If you don't Create partitions but simply Quick format the SELECTED visible C-partition

then there is no change on Reboot and GUI will run OK.

A lot of interesting Info on How GUI wants to proceed is found

in [Data] Section of file C:\WINDOWS\system32\$winnt$.inf

NEW *** Install XP from USB AFTER Booting with PE from HDD or USB ***

Tutorial USB_XP_Setup + Program USB_XP_Setup

The NEW way of Install XP from USB AFTER booting with PE does not make use of WINNT32.EXE

In fact the only thing I do is Create the XP BootFolder $WIN_NT$.~BT of only 12 MB on the Install Drive

by parsing dosnet.inf and to specify in TXTSETUP.SIF where to find the FULL XPSOURCE.

XP Setup Source Folder can be on USB-stick or on partition 1 of USB-HDD or second HDD-Drive.

The XP Source might even be on CD/DVD, but we prefer of course to Install from fast USB-stick.
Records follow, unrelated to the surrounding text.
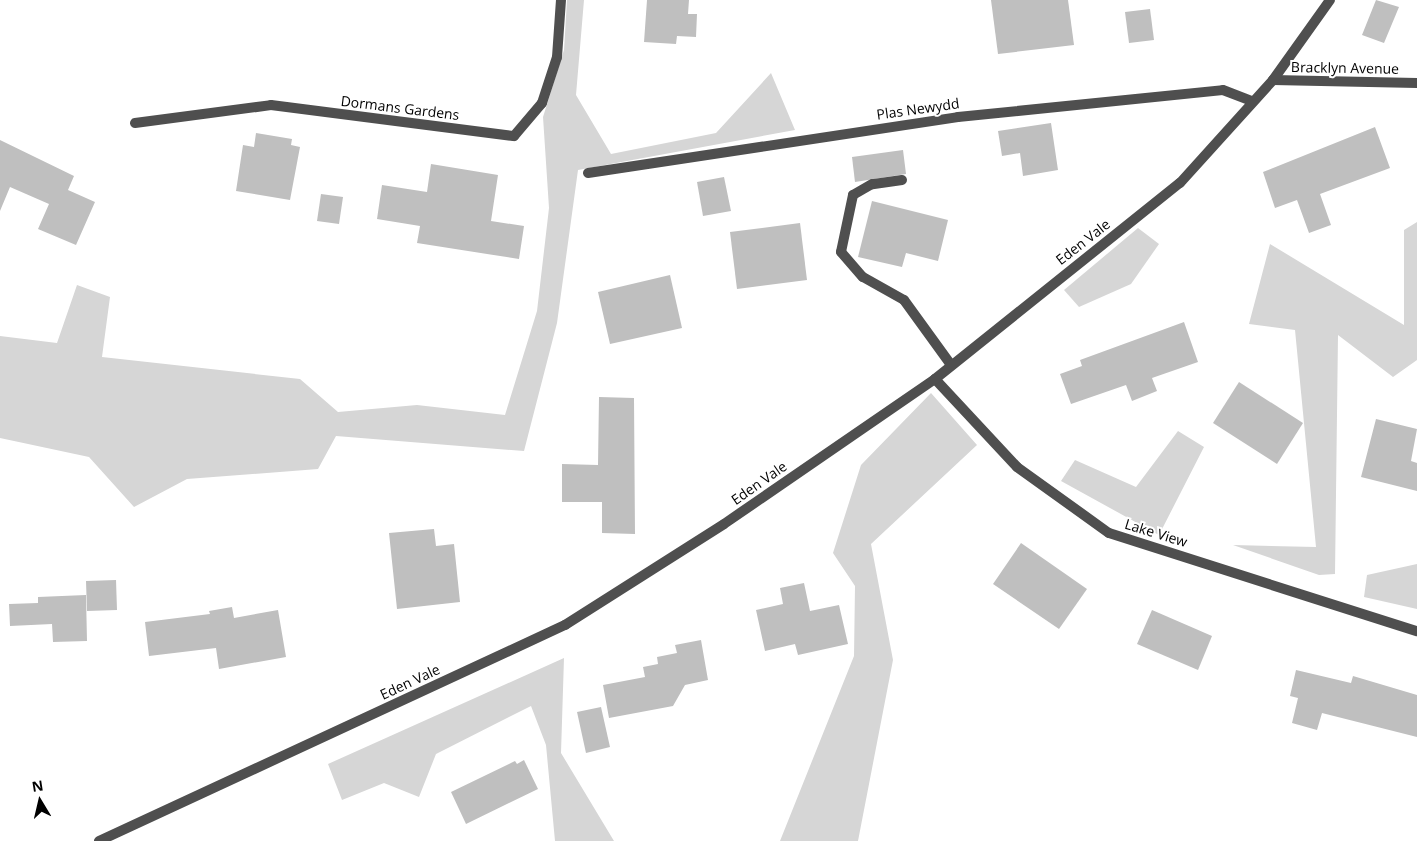 <!DOCTYPE html>
<style>
body{margin:0}
#map{position:relative;width:1417px;height:841px;overflow:hidden;background:#fff;font-family:"Open Sans",sans-serif}
div>[style]{position:absolute}
.green>*{inset:0;background:#d6d6d6}
.building>*{inset:0;background:#bfbfbf}
.service>*{height:10px;margin:-5px;padding:0 5px;transform-origin:5px;border-radius:5px;background:#4f4f4f}
.minor>*{height:10px;margin:-5px;padding:0 5px;transform-origin:5px;border-radius:5px;background:#4f4f4f}
span{translate:-50% -50%;white-space:nowrap;text-align:center;line-height:1.15;-webkit-text-stroke:4px #fff;paint-order:stroke}
.street-label{font-size:14px;color:#000}
.north{position:absolute;left:15px;top:776px;width:50px;height:50px;-webkit-text-stroke:4px #fff;paint-order:stroke;rotate:351deg;font-size:14px;font-weight:700;line-height:20px;text-align:center;color:#000}
.north::after{content:'';display:block;margin:auto;width:18px;height:22px;background:#000;clip-path:polygon(50% 0,100% 100%,50% 72%,0 100%)}
</style>
<div id="map">
<div class="green">
<div style="clip-path:polygon(567px 0,584px 0,576px 95px,611px 154px,716px 133px,771px 73px,795px 130px,578px 170px,557px 323px,524px 451px,336px 436px,318px 469px,187px 479px,134px 507px,89px 457px,0 438px,0 336px,57px 343px,77px 285px,110px 297px,102px 357px,300px 379px,338px 412px,417px 405px,505px 415px,537px 311px,549px 208px,543px 117px,564px 50px)"></div>
<div style="clip-path:polygon(1417px 222px,1417px 360px,1393px 377px,1338px 335px,1335px 574px,1319px 575px,1233px 545px,1316px 547px,1295px 330px,1249px 324px,1270px 244px,1404px 325px,1404px 230px)"></div>
<div style="clip-path:polygon(1138px 228px,1159px 244px,1131px 284px,1079px 307px,1064px 290px)"></div>
<div style="clip-path:polygon(931px 393px,977px 445px,871px 544px,893px 660px,858px 841px,780px 841px,854px 656px,855px 586px,833px 553px,861px 465px)"></div>
<div style="clip-path:polygon(1178px 431px,1204px 447px,1159px 535px,1061px 481px,1075px 460px,1136px 487px)"></div>
<div style="clip-path:polygon(1417px 564px,1417px 609px,1364px 597px,1367px 575px)"></div>
<div style="clip-path:polygon(564px 658px,561px 753px,614px 841px,555px 841px,546px 745px,531px 706px,436px 754px,419px 797px,384px 783px,342px 800px,328px 764px)"></div>
</div>
<div class="building">
<div style="clip-path:polygon(647px 0,689px 0,688px 14px,697px 14px,696px 37px,677px 36px,676px 44px,644px 42px)"></div>
<div style="clip-path:polygon(991px 0,1068px 0,1074px 45px,998px 54px)"></div>
<div style="clip-path:polygon(1376px 0,1399px 7px,1384px 43px,1362px 35px)"></div>
<div style="clip-path:polygon(1150px 9px,1154px 40px,1129px 43px,1125px 12px)"></div>
<div style="clip-path:polygon(1051px 123px,1058px 170px,1023px 176px,1020px 153px,1002px 156px,998px 131px)"></div>
<div style="clip-path:polygon(1375px 127px,1390px 168px,1320px 194px,1331px 225px,1309px 233px,1297px 200px,1275px 208px,1263px 172px)"></div>
<div style="clip-path:polygon(256px 133px,292px 139px,291px 145px,300px 147px,290px 200px,236px 191px,243px 145px,254px 147px)"></div>
<div style="clip-path:polygon(0 140px,74px 176px,68px 190px,95px 202px,76px 245px,38px 229px,49px 204px,10px 187px,0 211px)"></div>
<div style="clip-path:polygon(903px 150px,906px 174px,855px 182px,852px 157px)"></div>
<div style="clip-path:polygon(431px 164px,498px 175px,491px 221px,524px 226px,519px 259px,417px 243px,420px 226px,377px 219px,382px 185px,427px 192px)"></div>
<div style="clip-path:polygon(724px 177px,731px 211px,703px 216px,697px 182px)"></div>
<div style="clip-path:polygon(321px 194px,343px 197px,339px 224px,317px 221px)"></div>
<div style="clip-path:polygon(872px 201px,948px 220px,938px 261px,906px 253px,902px 267px,858px 257px)"></div>
<div style="clip-path:polygon(800px 223px,807px 280px,737px 289px,730px 232px)"></div>
<div style="clip-path:polygon(670px 275px,682px 328px,610px 344px,598px 292px)"></div>
<div style="clip-path:polygon(1184px 322px,1198px 362px,1152px 378px,1157px 391px,1132px 401px,1126px 385px,1071px 404px,1060px 374px,1082px 366px,1080px 360px)"></div>
<div style="clip-path:polygon(1239px 382px,1303px 423px,1277px 464px,1213px 423px)"></div>
<div style="clip-path:polygon(599px 397px,634px 398px,635px 534px,602px 533px,602px 502px,562px 502px,562px 464px,598px 465px)"></div>
<div style="clip-path:polygon(1376px 419px,1417px 429px,1411px 461px,1417px 463px,1417px 491px,1361px 477px)"></div>
<div style="clip-path:polygon(434px 529px,436px 546px,454px 544px,460px 602px,397px 609px,389px 533px)"></div>
<div style="clip-path:polygon(1021px 543px,1087px 589px,1059px 629px,993px 584px)"></div>
<div style="clip-path:polygon(116px 580px,117px 610px,87px 611px,86px 581px)"></div>
<div style="clip-path:polygon(804px 583px,810px 611px,839px 605px,848px 644px,798px 655px,795px 644px,765px 651px,756px 610px,783px 604px,780px 588px)"></div>
<div style="clip-path:polygon(86px 595px,87px 641px,53px 642px,52px 624px,10px 626px,9px 604px,38px 603px,38px 597px)"></div>
<div style="clip-path:polygon(232px 607px,234px 618px,278px 610px,286px 657px,219px 669px,216px 648px,149px 656px,145px 622px,210px 614px,209px 611px)"></div>
<div style="clip-path:polygon(1152px 610px,1212px 636px,1198px 670px,1137px 644px)"></div>
<div style="clip-path:polygon(701px 640px,708px 680px,685px 685px,673px 706px,609px 718px,603px 685px,645px 677px,643px 667px,658px 664px,657px 657px,677px 653px,675px 645px)"></div>
<div style="clip-path:polygon(1296px 670px,1351px 683px,1353px 676px,1417px 695px,1417px 737px,1322px 713px,1317px 730px,1292px 723px,1298px 698px,1290px 696px)"></div>
<div style="clip-path:polygon(601px 707px,610px 747px,586px 753px,577px 712px)"></div>
<div style="clip-path:polygon(524px 760px,538px 789px,466px 824px,451px 792px,515px 761px,517px 764px)"></div>
</div>
<div class="service">
<div style="left:135px;top:123px;width:137px;rotate:-7.5deg"></div>
<div style="left:271px;top:105px;width:245px;rotate:7.3deg"></div>
<div style="left:514px;top:136px;width:43px;rotate:-49.7deg"></div>
<div style="left:542px;top:103px;width:48px;rotate:-71.9deg"></div>
<div style="left:557px;top:57px;width:57px;rotate:-86deg"></div>
<div style="left:902px;top:180px;width:30px;rotate:172deg"></div>
<div style="left:872px;top:184px;width:22px;rotate:150deg"></div>
<div style="left:853px;top:195px;width:58px;rotate:101.9deg"></div>
<div style="left:841px;top:252px;width:33px;rotate:49deg"></div>
<div style="left:863px;top:277px;width:47px;rotate:29.3deg"></div>
<div style="left:904px;top:300px;width:80px;rotate:54.1deg"></div>
</div>
<div class="minor">
<div style="left:1273px;top:80px;width:144px;rotate:1.2deg"></div>
<div style="left:588px;top:173px;width:374px;rotate:-8.6deg"></div>
<div style="left:958px;top:117px;width:266px;rotate:-5.8deg"></div>
<div style="left:1223px;top:90px;width:31px;rotate:21deg"></div>
<div style="left:935px;top:379px;width:120px;rotate:47deg"></div>
<div style="left:1017px;top:467px;width:113px;rotate:35.7deg"></div>
<div style="left:1109px;top:533px;width:323px;rotate:17.7deg"></div>
<div style="left:99px;top:841px;width:514px;rotate:-24.87deg"></div>
<div style="left:565px;top:625px;width:188px;rotate:-32.4deg"></div>
<div style="left:724px;top:524px;width:256px;rotate:-34.5deg"></div>
<div style="left:935px;top:379px;width:314px;rotate:-38.7deg"></div>
<div style="left:1180px;top:183px;width:139px;rotate:-47.9deg"></div>
<div style="left:1273px;top:80px;width:98px;rotate:-54.5deg"></div>
</div>
<div class="street-label">
<span style="left:1345px;top:68px;rotate:1deg">Bracklyn Avenue</span>
<span style="left:400px;top:108px;rotate:7deg">Dormans Gardens</span>
<span style="left:918px;top:109px;rotate:-8deg">Plas Newydd</span>
<span style="left:1083px;top:242px;rotate:-38deg">Eden Vale</span>
<span style="left:759px;top:483px;rotate:-35deg">Eden Vale</span>
<span style="left:1156px;top:533px;rotate:17deg">Lake View</span>
<span style="left:410px;top:682px;rotate:-25deg">Eden Vale</span>
</div>
<div class="north">N</div>
</div>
So the $WIN_NT$.~LS of about 500 MB is NOT made in this NEW way of Install XP from USB,

this saves time and there is no risk of loosing files during the XP Setup process.
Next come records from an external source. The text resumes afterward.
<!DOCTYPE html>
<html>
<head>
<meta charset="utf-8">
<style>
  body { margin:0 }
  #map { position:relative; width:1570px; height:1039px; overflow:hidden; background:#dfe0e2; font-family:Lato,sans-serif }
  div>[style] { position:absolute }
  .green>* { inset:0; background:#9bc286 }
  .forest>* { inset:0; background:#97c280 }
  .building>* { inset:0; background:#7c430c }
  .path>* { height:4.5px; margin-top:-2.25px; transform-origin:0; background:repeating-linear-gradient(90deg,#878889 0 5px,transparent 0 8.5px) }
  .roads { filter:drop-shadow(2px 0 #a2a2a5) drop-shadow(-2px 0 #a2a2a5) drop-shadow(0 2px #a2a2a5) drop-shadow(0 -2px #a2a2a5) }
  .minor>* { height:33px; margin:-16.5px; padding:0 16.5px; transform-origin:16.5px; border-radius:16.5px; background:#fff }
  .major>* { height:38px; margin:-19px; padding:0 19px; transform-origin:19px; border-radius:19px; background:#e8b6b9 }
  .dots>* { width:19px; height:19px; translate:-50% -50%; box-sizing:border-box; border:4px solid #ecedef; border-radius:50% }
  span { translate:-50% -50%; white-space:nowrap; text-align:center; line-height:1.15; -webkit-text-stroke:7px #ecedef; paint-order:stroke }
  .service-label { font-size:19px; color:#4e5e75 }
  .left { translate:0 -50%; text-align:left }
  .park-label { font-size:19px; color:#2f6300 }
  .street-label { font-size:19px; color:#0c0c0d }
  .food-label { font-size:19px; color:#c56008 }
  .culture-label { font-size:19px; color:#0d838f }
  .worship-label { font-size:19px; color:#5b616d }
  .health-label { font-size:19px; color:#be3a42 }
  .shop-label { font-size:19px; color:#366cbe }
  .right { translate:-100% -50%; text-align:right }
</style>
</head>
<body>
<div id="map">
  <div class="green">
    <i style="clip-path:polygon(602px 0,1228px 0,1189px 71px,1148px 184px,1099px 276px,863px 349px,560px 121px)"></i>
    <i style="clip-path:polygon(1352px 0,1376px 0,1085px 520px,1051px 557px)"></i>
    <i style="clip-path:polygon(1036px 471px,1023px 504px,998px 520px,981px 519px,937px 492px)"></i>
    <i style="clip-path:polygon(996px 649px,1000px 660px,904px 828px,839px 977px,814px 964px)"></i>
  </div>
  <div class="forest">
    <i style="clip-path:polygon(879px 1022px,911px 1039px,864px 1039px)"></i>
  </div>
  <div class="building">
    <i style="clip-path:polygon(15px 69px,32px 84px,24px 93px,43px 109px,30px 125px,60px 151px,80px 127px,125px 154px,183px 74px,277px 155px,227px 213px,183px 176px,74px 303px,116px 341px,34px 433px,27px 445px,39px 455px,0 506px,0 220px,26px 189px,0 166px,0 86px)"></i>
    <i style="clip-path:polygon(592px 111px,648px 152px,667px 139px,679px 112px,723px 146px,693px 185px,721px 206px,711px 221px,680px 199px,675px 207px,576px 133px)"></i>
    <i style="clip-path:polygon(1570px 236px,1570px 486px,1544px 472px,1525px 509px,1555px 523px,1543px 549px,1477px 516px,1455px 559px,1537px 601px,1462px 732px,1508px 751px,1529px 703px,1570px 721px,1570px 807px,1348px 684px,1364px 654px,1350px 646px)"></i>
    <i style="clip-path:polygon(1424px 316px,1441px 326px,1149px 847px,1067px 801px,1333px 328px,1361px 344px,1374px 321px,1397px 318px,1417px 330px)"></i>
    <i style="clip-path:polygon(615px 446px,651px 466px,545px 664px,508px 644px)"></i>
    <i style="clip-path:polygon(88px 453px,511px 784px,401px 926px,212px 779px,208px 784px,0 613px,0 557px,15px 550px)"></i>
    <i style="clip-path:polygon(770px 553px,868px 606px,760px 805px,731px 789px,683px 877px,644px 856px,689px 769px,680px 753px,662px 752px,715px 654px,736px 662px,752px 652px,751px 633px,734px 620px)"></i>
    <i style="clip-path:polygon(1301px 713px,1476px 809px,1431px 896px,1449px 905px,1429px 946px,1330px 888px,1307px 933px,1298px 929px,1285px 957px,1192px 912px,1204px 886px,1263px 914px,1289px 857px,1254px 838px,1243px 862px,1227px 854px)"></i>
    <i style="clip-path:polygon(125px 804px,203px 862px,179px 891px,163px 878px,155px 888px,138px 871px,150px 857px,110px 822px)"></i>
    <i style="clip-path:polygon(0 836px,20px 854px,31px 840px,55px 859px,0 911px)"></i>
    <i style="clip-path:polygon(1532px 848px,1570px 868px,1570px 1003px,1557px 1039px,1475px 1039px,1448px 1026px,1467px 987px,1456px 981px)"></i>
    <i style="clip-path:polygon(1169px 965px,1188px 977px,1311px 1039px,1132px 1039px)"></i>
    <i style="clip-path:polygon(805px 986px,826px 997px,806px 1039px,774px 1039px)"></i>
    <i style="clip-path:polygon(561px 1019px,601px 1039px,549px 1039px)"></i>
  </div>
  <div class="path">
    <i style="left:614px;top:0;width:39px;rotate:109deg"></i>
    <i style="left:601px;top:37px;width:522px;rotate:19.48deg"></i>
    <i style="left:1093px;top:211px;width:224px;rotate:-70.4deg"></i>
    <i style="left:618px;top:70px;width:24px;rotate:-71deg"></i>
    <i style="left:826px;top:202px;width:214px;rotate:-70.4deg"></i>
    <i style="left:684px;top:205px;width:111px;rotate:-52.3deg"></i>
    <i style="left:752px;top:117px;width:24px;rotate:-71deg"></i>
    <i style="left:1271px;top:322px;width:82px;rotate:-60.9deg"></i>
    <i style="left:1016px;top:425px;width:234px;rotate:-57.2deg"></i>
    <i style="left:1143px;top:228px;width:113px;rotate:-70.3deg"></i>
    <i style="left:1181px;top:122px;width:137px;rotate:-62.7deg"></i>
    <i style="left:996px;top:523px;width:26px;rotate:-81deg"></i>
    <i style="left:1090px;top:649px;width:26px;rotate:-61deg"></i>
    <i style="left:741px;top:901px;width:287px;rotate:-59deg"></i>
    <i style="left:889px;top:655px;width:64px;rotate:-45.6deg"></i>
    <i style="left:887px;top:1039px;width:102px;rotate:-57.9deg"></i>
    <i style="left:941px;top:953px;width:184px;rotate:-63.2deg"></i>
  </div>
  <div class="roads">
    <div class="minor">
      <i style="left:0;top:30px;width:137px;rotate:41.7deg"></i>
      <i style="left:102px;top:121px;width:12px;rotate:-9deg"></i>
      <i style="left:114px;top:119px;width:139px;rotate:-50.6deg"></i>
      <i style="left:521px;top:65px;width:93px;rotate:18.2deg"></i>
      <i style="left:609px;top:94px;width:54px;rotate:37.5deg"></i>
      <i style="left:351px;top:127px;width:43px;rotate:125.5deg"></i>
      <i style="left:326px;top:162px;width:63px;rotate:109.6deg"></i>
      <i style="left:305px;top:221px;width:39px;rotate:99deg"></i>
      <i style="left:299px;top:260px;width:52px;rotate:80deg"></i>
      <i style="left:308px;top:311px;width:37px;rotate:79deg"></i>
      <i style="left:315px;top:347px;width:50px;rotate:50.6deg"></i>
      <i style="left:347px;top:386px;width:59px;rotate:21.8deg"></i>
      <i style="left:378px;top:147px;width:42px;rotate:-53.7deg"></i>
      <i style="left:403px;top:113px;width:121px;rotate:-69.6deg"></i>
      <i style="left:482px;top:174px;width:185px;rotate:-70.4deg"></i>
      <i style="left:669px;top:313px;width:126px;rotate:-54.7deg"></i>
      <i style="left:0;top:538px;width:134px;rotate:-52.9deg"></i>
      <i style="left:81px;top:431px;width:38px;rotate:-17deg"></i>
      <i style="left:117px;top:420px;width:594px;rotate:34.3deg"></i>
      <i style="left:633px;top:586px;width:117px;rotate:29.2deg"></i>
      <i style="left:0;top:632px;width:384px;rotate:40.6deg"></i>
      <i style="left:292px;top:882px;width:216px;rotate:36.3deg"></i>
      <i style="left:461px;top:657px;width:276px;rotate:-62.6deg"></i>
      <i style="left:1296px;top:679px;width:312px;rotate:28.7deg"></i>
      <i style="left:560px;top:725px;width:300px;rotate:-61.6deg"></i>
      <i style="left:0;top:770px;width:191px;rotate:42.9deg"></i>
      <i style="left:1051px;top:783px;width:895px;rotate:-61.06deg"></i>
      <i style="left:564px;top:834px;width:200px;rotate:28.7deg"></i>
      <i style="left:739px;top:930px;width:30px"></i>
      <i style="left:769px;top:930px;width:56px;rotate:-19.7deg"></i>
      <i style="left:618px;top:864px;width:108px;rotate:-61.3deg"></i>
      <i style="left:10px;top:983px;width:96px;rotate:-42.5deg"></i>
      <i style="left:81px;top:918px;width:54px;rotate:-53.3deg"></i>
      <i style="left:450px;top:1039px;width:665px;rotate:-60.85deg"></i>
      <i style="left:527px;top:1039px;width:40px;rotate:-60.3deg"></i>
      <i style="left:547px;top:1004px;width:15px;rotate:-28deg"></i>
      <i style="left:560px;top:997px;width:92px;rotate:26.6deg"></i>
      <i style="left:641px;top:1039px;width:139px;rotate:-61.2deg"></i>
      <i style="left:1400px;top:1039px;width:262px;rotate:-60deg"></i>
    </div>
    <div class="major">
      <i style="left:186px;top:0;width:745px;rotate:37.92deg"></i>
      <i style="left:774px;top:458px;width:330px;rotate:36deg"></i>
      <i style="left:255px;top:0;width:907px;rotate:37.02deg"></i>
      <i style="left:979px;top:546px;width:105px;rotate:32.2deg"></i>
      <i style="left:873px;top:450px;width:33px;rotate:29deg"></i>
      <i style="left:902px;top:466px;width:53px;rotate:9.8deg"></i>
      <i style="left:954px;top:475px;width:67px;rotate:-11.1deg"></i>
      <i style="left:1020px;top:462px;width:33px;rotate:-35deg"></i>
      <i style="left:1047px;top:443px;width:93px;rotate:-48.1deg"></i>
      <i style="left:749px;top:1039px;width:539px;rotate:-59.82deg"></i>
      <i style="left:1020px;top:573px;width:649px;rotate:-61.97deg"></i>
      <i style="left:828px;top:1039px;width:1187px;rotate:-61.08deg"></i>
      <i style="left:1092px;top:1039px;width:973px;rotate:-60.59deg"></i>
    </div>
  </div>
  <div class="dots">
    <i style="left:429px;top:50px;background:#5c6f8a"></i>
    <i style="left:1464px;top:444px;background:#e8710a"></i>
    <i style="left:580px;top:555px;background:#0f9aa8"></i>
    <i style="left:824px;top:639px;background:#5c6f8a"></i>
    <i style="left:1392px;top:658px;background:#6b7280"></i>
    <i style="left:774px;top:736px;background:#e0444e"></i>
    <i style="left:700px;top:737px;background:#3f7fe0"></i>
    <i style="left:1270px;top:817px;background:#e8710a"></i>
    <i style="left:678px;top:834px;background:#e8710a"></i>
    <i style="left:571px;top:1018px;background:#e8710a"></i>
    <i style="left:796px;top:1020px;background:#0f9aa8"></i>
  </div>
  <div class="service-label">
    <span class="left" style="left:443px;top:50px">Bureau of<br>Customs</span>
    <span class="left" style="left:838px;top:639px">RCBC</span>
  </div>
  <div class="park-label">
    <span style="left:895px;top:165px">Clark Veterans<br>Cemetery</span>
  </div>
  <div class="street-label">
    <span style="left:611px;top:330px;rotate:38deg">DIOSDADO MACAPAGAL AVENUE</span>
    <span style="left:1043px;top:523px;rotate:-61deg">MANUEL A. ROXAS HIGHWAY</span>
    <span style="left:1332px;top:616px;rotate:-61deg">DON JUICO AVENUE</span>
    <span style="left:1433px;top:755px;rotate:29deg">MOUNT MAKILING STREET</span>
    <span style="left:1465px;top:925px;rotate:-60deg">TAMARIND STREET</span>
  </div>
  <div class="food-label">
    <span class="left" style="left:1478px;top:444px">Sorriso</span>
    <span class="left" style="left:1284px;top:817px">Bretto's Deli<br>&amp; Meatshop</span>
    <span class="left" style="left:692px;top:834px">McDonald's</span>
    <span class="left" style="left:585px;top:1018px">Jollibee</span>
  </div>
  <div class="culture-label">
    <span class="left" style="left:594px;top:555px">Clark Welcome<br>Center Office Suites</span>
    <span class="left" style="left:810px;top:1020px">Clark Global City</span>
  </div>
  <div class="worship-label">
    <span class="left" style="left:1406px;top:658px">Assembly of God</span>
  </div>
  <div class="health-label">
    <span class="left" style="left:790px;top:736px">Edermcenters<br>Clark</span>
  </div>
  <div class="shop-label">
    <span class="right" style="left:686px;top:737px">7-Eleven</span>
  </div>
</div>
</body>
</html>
The advantage of the NEW technique is that there are no changes needed in the BIOS Setting.

Booting for XP Setup occurs all the time as NORMAL from the C-Install Drive.

Thus the USB-stick does not need to be bootable

and it is not needed that the motherboard supports booting from USB.

Booting with WinBuilder075 beta LiveXP BootSDI.img of 130 MB from HDD takes only 1 minute.



The advantage is that you have XP like environment where you can decide

e.g. to make first a Ghost Backup of your system or to do any other interesting task.

Read the excellent tutorial of amalux on how to create LiveXP BootSDI.img files using WinBuilder


The MassStorage DrivePack is automatically integrated in LiveXP made with WinBuilder.

For making BootSDI.img file you need XP-SP2 as Source and After First Run of WinBuilder to place

ramdisk.sys and setupldr.bin of Windows Server 2003 SP1 in <WinBuilder>Workbench\Common\BootSDI directory.

Then activate Finish > Create Image > Boot SDI and Run WinBuilder again.